To keep the consistency factor going, all must correct or DQs have the same timeliness factor for correcting the error: prior to playing from the next teeing ground, or in the case of the final hole, prior to leaving the putting green (3-2 requires the correction prior to leaving the putting green, the rest require that the intent to correct be declared prior to leaving the putting green).

Parallel Rules?

            Have you ever thought of Rules 13 and 16 as parallel Rules? Rule 13 gives you the dos and don’ts for through the green and in a hazard (13-4), while Rule 16 gives you the dos and don’ts for the putting green.  13-2 even gives some permissions for the teeing ground and it also applies to your situation on a putting green, but they sort of work together in principle.

“Might Influence” Support

            Influencing the movement of a ball in motion is a big no, no in the Rules of Golf. Even just taking action with the intent to influence a moving ball is a penalty, regardless of whether the action actually affects the ball in motion (Rule 1-2).  And while the word intent does not appear in the other prohibitions (16-1b, 17-1 and -2, Notes to 22-1 and 22-2, 23-1 and 24-1) whether or not the action actually affects the ball in motion is never the consideration for whether the penalty applies.
            With Rules 16-1b and 17-2 we get specific Decisions that tell us when the penalty applies in these “might influence” situations.
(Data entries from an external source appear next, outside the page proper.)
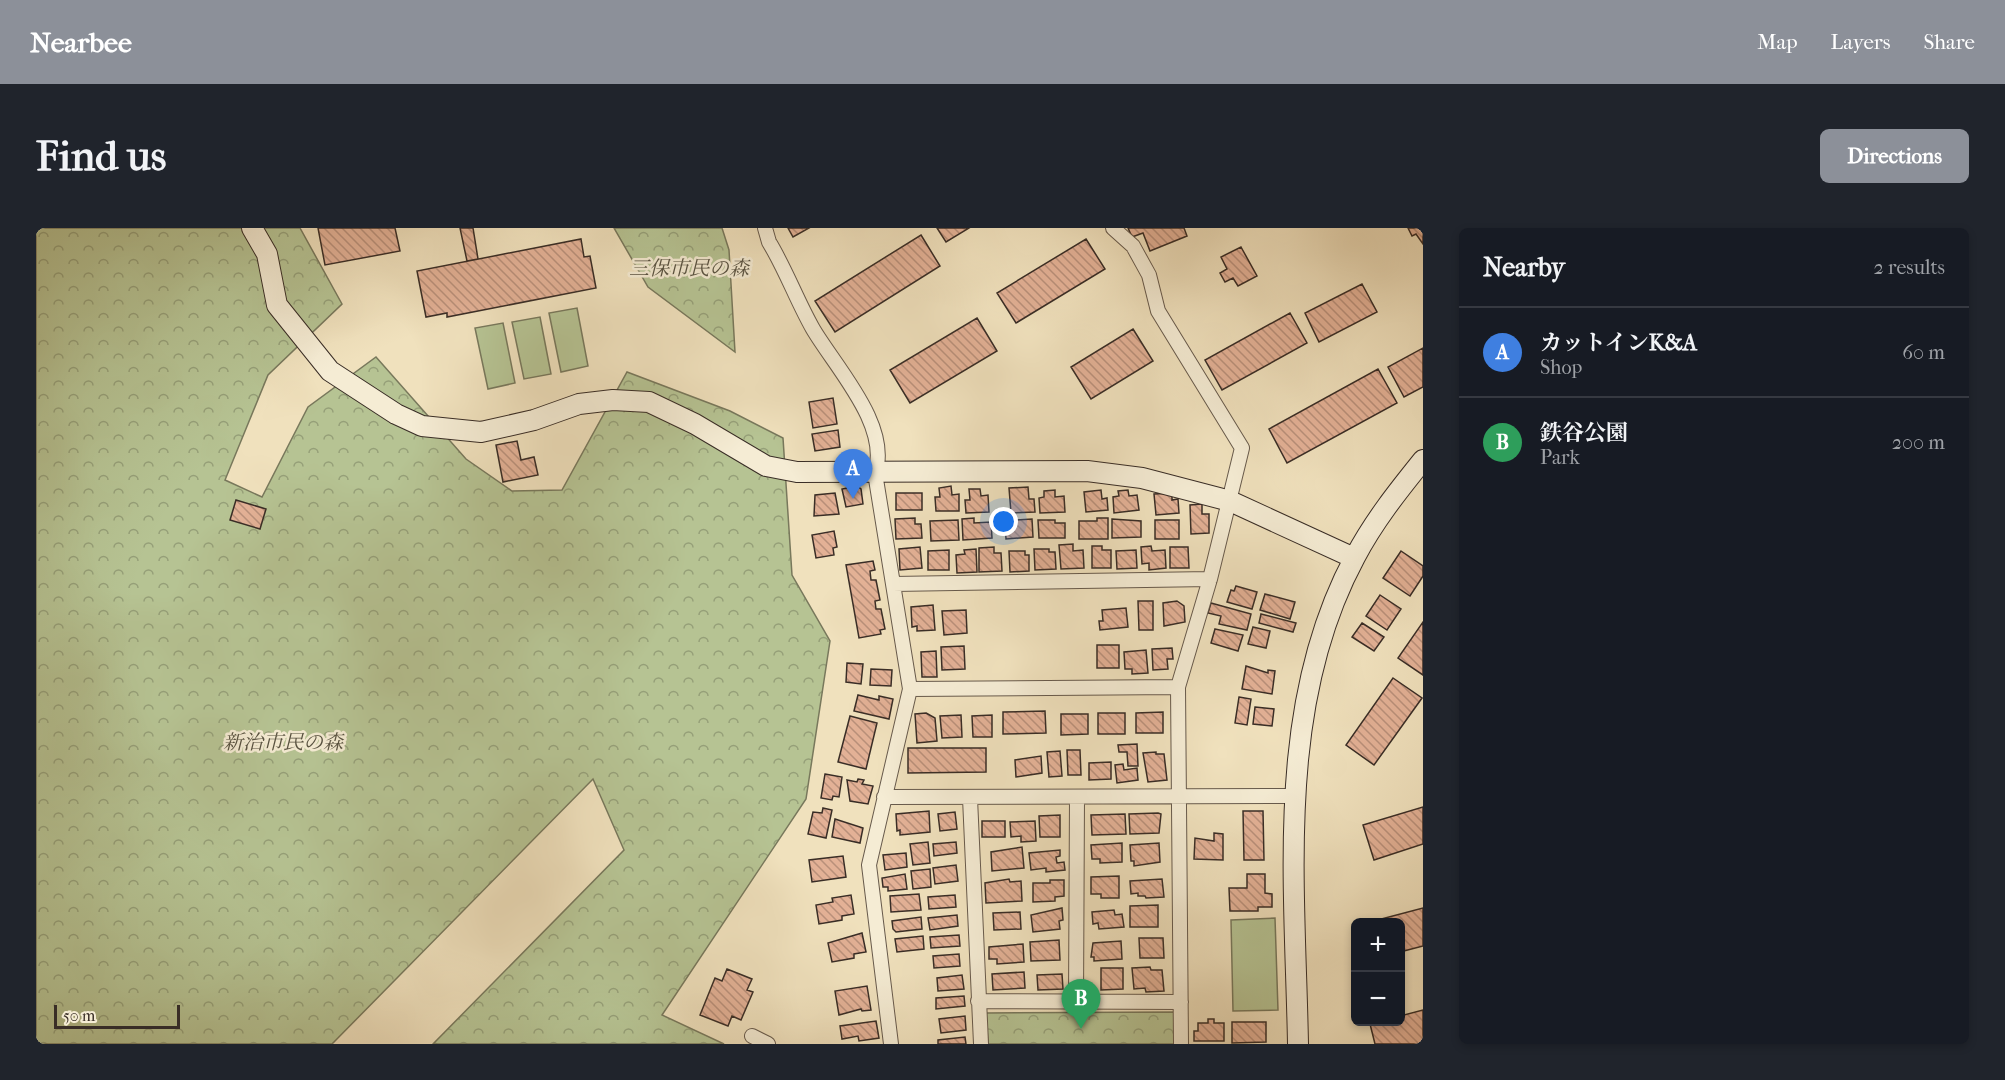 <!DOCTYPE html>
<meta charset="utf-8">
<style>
:root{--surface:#171b24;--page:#20242c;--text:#f1f3f6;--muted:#9ea1a6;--line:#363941;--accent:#8c9099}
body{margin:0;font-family:"IM FELL French Canon","Noto Serif JP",serif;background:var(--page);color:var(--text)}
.controls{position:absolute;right:18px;bottom:18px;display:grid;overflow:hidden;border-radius:9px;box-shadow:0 3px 9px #0003}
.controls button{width:54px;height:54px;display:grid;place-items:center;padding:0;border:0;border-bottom:2px solid var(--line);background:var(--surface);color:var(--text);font:30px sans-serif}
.scale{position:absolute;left:18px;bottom:15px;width:126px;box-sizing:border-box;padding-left:6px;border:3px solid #392d26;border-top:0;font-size:16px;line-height:21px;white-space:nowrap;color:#392d26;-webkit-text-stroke:4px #f5ecd4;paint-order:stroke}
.you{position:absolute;left:968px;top:294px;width:21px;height:21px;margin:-15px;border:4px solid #fff;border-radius:50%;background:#1a73e8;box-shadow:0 0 0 9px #1a73e833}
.badge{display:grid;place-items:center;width:39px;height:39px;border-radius:50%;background:var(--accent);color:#fff;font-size:20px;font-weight:700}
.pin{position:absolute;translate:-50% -50px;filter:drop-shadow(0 2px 3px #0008)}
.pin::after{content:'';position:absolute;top:32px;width:21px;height:18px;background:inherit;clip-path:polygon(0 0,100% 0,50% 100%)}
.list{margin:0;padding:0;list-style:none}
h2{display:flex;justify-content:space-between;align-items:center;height:78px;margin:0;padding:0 24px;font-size:26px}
h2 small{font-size:20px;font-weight:400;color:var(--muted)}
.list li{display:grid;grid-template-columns:39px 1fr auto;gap:18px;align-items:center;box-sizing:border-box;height:90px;padding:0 24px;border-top:2px solid var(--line)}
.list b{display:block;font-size:22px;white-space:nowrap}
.list p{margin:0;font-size:20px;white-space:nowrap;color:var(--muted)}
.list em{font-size:20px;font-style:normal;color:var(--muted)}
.map{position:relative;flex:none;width:1387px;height:816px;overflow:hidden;border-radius:9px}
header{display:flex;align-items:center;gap:36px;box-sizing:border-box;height:84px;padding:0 30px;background:var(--accent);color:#fff}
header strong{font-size:28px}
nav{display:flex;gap:33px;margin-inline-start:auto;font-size:21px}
.intro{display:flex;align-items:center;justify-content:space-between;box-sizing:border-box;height:144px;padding:0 36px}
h1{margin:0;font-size:42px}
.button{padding:15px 27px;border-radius:9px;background:var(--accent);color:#fff;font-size:21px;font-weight:700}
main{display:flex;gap:36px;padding:0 36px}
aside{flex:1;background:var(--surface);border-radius:9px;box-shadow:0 3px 9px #0003}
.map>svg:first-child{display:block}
</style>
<header>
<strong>Nearbee</strong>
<nav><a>Map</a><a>Layers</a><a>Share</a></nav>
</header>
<div class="intro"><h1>Find us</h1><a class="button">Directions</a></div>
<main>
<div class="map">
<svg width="1387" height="816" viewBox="0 0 1387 816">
<defs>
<pattern id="forest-crowns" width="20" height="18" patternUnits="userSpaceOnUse" patternTransform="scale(1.5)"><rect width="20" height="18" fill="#b6c393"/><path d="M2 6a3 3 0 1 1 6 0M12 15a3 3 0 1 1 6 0" fill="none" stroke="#959f78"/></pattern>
<pattern id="building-back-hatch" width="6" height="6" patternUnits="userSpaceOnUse" patternTransform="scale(1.5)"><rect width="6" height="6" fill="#e3b196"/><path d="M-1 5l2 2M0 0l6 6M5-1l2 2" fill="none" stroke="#b9907a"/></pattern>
</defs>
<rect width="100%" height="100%" fill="#f0e1bd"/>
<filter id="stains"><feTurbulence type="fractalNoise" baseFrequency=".00333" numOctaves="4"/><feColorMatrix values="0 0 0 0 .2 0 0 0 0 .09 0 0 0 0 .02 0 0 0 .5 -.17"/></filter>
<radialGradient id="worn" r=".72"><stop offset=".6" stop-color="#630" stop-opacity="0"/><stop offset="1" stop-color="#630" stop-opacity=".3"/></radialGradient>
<path fill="#b6c393" stroke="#78785c" stroke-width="1.5" d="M541,80l11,58 -27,6 -12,-59z
M504,89l11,57 -27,5 -12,-57z
M467,95l12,60 -27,6 -13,-61z
M1239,690l3,92 -45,1 -2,-91z"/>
<path fill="url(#forest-crowns)" stroke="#78785c" stroke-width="1.5" d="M0,0h264l42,76 -74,71 -43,105 37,17 46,-90 68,-50 90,102 46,32 50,-1 65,-118 103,39 53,27 9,137 38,66 -24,158 -144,216 62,29h-291l191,-194 -31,-71 -261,265h-296z
M578,0h108l7,22 6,102 -87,-65z
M1140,784v32h-188l-2,-31z"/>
<path fill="url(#building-back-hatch)" stroke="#392d26" stroke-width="1.5" d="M282,0h77l5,23 -75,14z
M424,0h13l5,31 -11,2z
M752,0h21l-16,9z
M901,0h32l-23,14z
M1092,0h56l3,8 -37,15 -7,-18 -11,4z
M1372,0h15v16l-7,-10 -4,2z
M885,7l19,31 -105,66 -20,-31z
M545,11l3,18 6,-1 6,32 -149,29v-4l-21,4 -9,-46z
M1050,11l19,30 -89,54 -19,-30z
M1205,19l16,29 -19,10 -5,-8 -8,4 -5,-9 7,-4 -6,-12z
M1326,56l15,28 -58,30 -14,-29z
M1254,85l17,30 -85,47 -17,-30z
M941,90l20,33 -87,52 -20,-33z
M1097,101l20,32 -62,38 -20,-32z
M1387,120v39l-19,10 -16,-30z
M1342,141l19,34 -110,60 -18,-34z
M797,170l4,26 -24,4 -4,-26z
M802,202l2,17 -25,4 -3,-17z
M481,213l4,19 13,-3 4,18 -35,7 -7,-37z
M821,258l4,3 2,15 -17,3 -4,-18z
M915,258l1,9 7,-1v17h-23l-1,-14h5l-1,-9z
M992,259l1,12h5l1,13 -24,1 -2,-25z
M933,261h11l1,7 7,-1 1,17 -23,1 -1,-13h5z
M1019,262v7l9,-1 1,16 -25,1 -1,-15 5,-1v-6z
M1065,262l1,9 5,-1 1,12 -22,2 -2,-20z
M1092,262l1,6 8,-1 2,15 -25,3 -1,-16 6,-1 -1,-5z
M799,265l4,21 -25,2 1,-21z
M860,265h26v17h-26z
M1136,265v7l6,-1 1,14 -23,2 -2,-21z
M200,272l30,9 -6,20 -30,-9z
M1166,276v10h7v19l-18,1 -1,-29z
M879,290v6h6l1,14 -26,1 -1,-20z
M938,290v5l17,-1 1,16 -29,2 -1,-21z
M1061,290h11v21h-29v-18h18z
M996,291l1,18 -27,2 -1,-15h10v-4z
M1076,291l29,2v16l-29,1z
M922,292l1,20 -28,1 -1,-20z
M1002,292h17v3h10v15h-26z
M1119,292h24v19h-24z
M798,303l3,16 -4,1 1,7 -18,3 -4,-23z
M1037,316v7l10,-1 1,18 -23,1 -2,-24z
M1056,318h10v4h9v18h-19z
M1115,318l1,5 13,-1 1,18 -17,2v-7l-7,1 -1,-17z
M884,319l2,21 -22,2 -1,-21z
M958,319v6h7l1,18 -23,1v-24z
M1134,319h18l1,21h-19z
M940,321l1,23 -20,1 -1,-18 9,-1 -1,-4z
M998,321h15v3h6l1,17 -21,1z
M913,322v20h-21v-19z
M1100,322l1,18 -20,1 -1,-18z
M973,323h16v4h4v16l-19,1z
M1365,323l22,15v10l-13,20 -27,-18z
M837,333l2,9 -5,1 1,9h5l4,20 -5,1 1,8h5l4,20 -5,1 1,4 -22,4 -13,-73z
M1200,358l21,6 -5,17 -25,-7 4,-12 3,1z
M1229,366l30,8 -5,17 -30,-9z
M1344,367l21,14 -14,21 -21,-14z
M1102,373h15v29h-14z
M1141,373l7,5 1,16 -21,4 -1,-23z
M1175,375l40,11 -4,16 -28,-6 2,-8 -13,-3z
M897,377l2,25 -18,1v-5l-5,1 -1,-20z
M1090,380l2,19 -28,3 -1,-9h4l-1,-11z
M930,382l1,23 -23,2 -2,-24z
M1225,386l35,9 -3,9 -34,-9z
M1387,394v53l-25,-17z
M1326,395l22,14 -10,14 -22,-14z
M1217,399l17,4 -4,17 -18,-4z
M1179,401l28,6 -5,16 -27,-8z
M1061,417h22v23h-22z
M928,418l1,23 -23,1 -1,-23z
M1136,420l1,11h-6l1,10 -15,1 -1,-21z
M1110,422l2,23 -16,1v-5h-7l-1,-17z
M900,423l1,26h-15l-1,-25z
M811,435l16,1 -2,20 -15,-2z
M1210,438l22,7v-3l7,1 -3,23 -30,-5z
M835,441l21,1 -1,16 -21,-1z
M1357,450l29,20 -48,67 -28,-20z
M822,467l21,5v-4l14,3 -4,20 -35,-8z
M1203,469l12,2 -4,26 -12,-2z
M1219,479l19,2 -2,17 -19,-2z
M1009,483l1,22 -43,1v-22z
M1127,484v21h-27v-20z
M890,485l9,5 2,23 -20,2 -2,-29z
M1062,485h27v21h-27z
M1025,486h27v20l-27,1z
M925,487l1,22 -20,1 -2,-22z
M956,487v22h-19l-1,-21z
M814,488l27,7 -11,46 -28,-7z
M1101,516l1,22h-10l-1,-14h-8l-1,-7z
M872,520h78v24l-78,1z
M1031,522h13l1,25h-13z
M1024,523l2,25 -13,1 -2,-25z
M1120,524v2h8l3,26 -19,2 -5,-29z
M1005,528l1,17 -26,4 -1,-17z
M1075,534v17l-22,1v-17z
M1087,536l1,6 13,-2 1,12 -21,3 -2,-18z
M789,546l17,3 -3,20 -6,-1 -1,4 -11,-2z
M822,551l6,1 -2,4 11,2 -5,18 -18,-3 -3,-21 10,2z
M1387,579v37l-49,16 -11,-35z
M787,580l9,2 -6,28 -18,-4 5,-22 9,1z
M893,583l1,21 -30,3v-5l-3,1 -1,-17z
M1207,583h20l1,49h-20z
M919,584l2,17 -17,2 -2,-17z
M1122,585l3,1 -2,19 -29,1 -1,-20z
M1089,586l1,20 -34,1 -1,-20z
M1024,587v22h-20l-1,-21z
M799,591l28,9 -3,15 -28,-6z
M946,593h23v16h-23z
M999,593l1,20 -15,1v-6l-10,1 -1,-15z
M1178,605l9,1v26l-29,-1 1,-21 19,3z
M892,614l2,21 -17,2 -3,-21z
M920,614l1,11 -23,3 -1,-12z
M1086,615v19l-22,1v-4h-8l-1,-14z
M1123,615l1,19 -26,4v-5h-3l-1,-16z
M986,619l2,21 -32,3 -1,-19z
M1024,622v6l-4,1 1,6 7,-1 1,8 -19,2v-4l-15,2 -2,-17z
M870,625l1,14 -22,3 -2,-15z
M807,628l3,21 -34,5 -3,-22z
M920,637l2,16 -23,3 -2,-16z
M894,641l1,18 -18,2 -2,-18z
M869,646l2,15 -19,2v-4h-5l-1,-9z
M1211,646h18v19l7,1v13h-14v4h-28l-1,-23h18z
M1083,648v22h-18v-4h-10v-17z
M973,651l1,3 11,-1 1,20 -36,2 -1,-20z
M1126,651l2,18 -18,1 -1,-2h-7v-3l-7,1 -1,-13z
M1014,652h14v16l-9,1v4l-22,1v-19h17z
M883,666l2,16 -30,2 -1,-16z
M815,667l3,19 -12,2v4l-23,4 -3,-19 17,-3 -1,-4z
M919,667l1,12 -27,2 -1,-12z
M1122,677v22h-28v-21z
M1026,680l1,12 -4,1 1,8 -27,3 -2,-17z
M1387,680v38l-23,6v-30h-30z
M1078,682l1,5 7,-1 2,13 -25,2 -1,-6 -5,1 -1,-12z
M984,684l1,17 -27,1 -1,-17z
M921,687l1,11 -28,4 -2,-12z
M885,689l1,12 -26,3 -3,-3 -1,-8z
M826,705l4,19 -12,2v4l-22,4 -4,-19z
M923,707l1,11 -29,2 -1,-11z
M887,708l1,13 -27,3 -2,-13z
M1103,710h24l1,20h-24z
M1023,712l1,20 -29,1 -1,-19z
M1085,713l1,18 -28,2v-4h-3l2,-14z
M987,716l1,18 -27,2v-5h-8v-12z
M923,726l1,12 -26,2 -1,-12z
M1114,739l1,3h11l2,21 -18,1 -1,-4 -11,1 -2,-21z
M1065,740h22v21l-22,1z
M691,741l25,10 -5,11 6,2 -12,28 -9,-4 -4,10 -28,-11 15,-37 7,3z
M988,744l1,16 -32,2 -1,-16z
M1026,746l1,15 -25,1 -1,-15z
M926,747l2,14 -26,2 -1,-13z
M831,758l4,24 -9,1 -1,-2 -22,6 -4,-24z
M928,768l1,10 -29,3v-11z
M1387,782v34h-48l-5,-20 30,-2v-6z
M929,788l1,14 -25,3 -2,-14z
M1172,791h6v4h10v18h-30v-10h4v-8h10z
M840,793l3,17 -20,3 -1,-5 -16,3 -2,-13z
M1196,794h34v20l-34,1z
M929,809l1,7h-28v-4z"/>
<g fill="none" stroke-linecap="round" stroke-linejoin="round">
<defs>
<path id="street" d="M729,0l4,14c17,28 28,59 44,87 23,39 78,97 62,144l35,216 -41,176 22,179
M1077,0l20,18 16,29 9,36 84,137 -32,131 -32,108 3,357
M857,356l317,-5
M874,461l268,-2
M848,569l410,-1
M934,570l11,246
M942,773l203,1
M1040,773l1,-204
M716,808l16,8"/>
<path id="secondary" d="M216,0l15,26 10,51 53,66 66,43 26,12 59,6 53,-12 45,-16 34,-4 36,2 46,22 71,42 31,6 290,-1 55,7 88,23 124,57
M1262,816c-3,-162 -23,-339 57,-487 19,-36 43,-66 68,-97"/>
</defs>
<use href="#street" stroke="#675a4c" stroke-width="16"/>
<use href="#secondary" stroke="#392d26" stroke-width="22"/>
<use href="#street" stroke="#f5ecd4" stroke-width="14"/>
<use href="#secondary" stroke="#f5ecd4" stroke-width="20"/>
</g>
<g text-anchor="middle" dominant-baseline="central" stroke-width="5" stroke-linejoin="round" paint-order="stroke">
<g font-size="20" font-style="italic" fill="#585241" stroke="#f5ecd4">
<text x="653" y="40">三保市民の森</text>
<text x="247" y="514">新治市民の森</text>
</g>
</g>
<rect width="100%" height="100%" filter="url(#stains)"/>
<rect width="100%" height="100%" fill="url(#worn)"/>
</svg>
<div class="controls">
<button>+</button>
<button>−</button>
</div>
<div class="scale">50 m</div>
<div class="you"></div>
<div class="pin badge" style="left:817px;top:271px;background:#3f7fe0">A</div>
<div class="pin badge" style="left:1045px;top:801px;background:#2e9e5b">B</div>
</div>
<aside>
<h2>Nearby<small>2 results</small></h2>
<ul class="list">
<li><span class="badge" style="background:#3f7fe0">A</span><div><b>カットインK&amp;A</b><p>Shop</p></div><em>60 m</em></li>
<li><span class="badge" style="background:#2e9e5b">B</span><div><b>鉄谷公園</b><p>Park</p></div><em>200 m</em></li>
</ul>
</aside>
</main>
In both Decisions (16-1b/4 and 17-2/2) we get the (almost) exact same sentence, “The determination as to whether there is a reasonable possibility that B’s ball/the removal of the flagstick might have influenced the movement of A’s/the ball is made by reference to the situation at the time B lifted the ball/the flagstick was removed.”
            The principle is that in “might influence” situations the determination is made at the time the prohibited action occurs, not whether the action actually influences the ball in motion. But we only get those two Decisions.  This means we have to extend that principle to the other “might influence” situations. For Rule 17-1, it’s easy to apply 17-2/2 because we’re dealing with the removal of a flagstick. For the Notes in 22-1 and 22-2, I’m a believer that the Notes are really just referring back to the specific prohibition in Rule 16-1b (rather than acting as stand alone Rules violations) and so applying 16-1b/4 is a perfect match in my mind. But when we get to 23-1 and 24-1, we have to apply the principles from those Decisions to situations that are not specifically described.
            In order to do so, take the italicized phrase above and insert the applicable prohibited movement:

The determination as to whether there is a reasonable possibility that __________ (B’s ball / the removal of the flagstick, loose impediment or movable obstruction) might have influenced the movement of the ball in motion is made by reference to the situation at the time ________ (B lifted the ball / the flagstick, loose impediment or movable obstruction was removed).


One hundred cheers to everyone and good luck with your upcoming championship seasons!